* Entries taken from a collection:
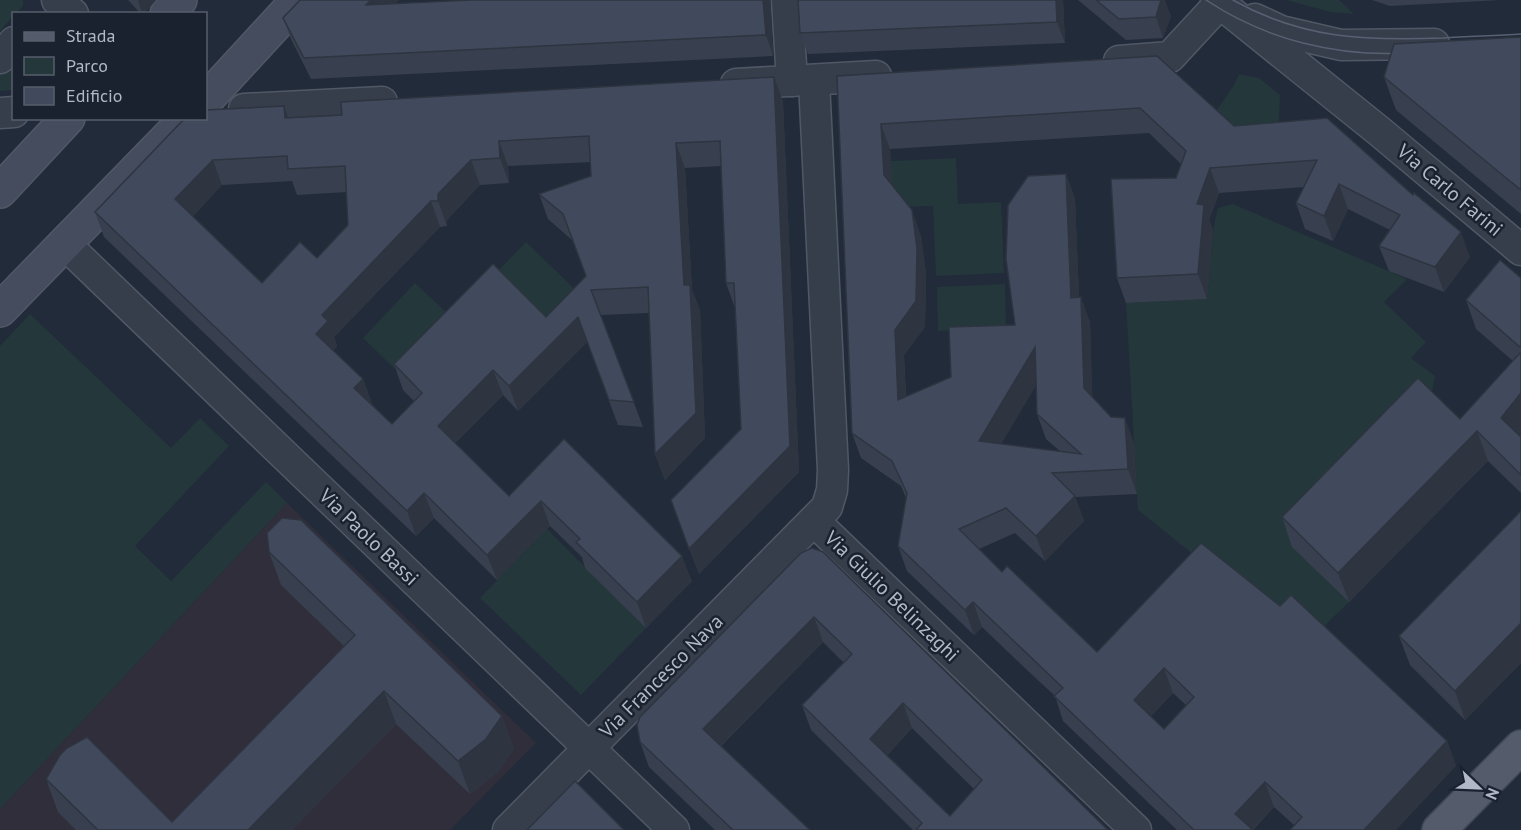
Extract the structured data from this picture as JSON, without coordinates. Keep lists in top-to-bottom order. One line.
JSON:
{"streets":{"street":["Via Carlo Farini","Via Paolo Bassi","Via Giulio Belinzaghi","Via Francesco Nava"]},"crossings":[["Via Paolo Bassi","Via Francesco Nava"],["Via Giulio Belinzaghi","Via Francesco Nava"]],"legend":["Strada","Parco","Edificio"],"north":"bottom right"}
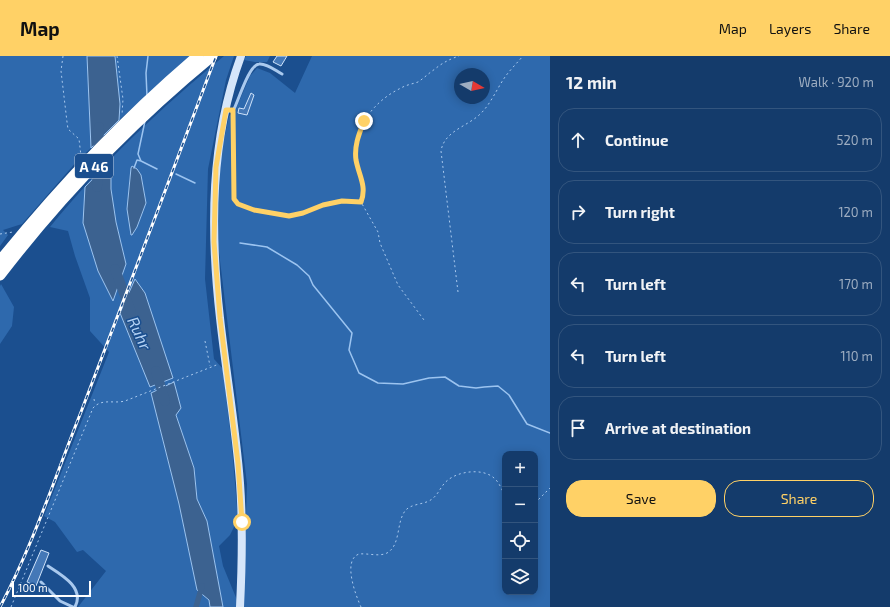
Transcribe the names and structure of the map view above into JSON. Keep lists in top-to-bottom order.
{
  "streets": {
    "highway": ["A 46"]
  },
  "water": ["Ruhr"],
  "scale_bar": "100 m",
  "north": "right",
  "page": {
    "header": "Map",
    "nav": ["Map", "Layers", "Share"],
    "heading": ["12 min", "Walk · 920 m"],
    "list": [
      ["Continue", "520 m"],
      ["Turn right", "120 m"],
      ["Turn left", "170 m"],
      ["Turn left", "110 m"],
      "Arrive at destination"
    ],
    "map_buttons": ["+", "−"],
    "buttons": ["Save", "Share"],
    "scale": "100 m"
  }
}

* Goal of the exercise: When an image appears in the data, skip it and output the rest exactly.

* Task output:
Extract the structured data from this picture as JSON, without coordinates. Keep lists in top-to-bottom order. One line.
JSON:
{"streets":{"street":["Via Carlo Farini","Via Paolo Bassi","Via Giulio Belinzaghi","Via Francesco Nava"]},"crossings":[["Via Paolo Bassi","Via Francesco Nava"],["Via Giulio Belinzaghi","Via Francesco Nava"]],"legend":["Strada","Parco","Edificio"],"north":"bottom right"}
Transcribe the names and structure of the map view above into JSON. Keep lists in top-to-bottom order.
{
  "streets": {
    "highway": ["A 46"]
  },
  "water": ["Ruhr"],
  "scale_bar": "100 m",
  "north": "right",
  "page": {
    "header": "Map",
    "nav": ["Map", "Layers", "Share"],
    "heading": ["12 min", "Walk · 920 m"],
    "list": [
      ["Continue", "520 m"],
      ["Turn right", "120 m"],
      ["Turn left", "170 m"],
      ["Turn left", "110 m"],
      "Arrive at destination"
    ],
    "map_buttons": ["+", "−"],
    "buttons": ["Save", "Share"],
    "scale": "100 m"
  }
}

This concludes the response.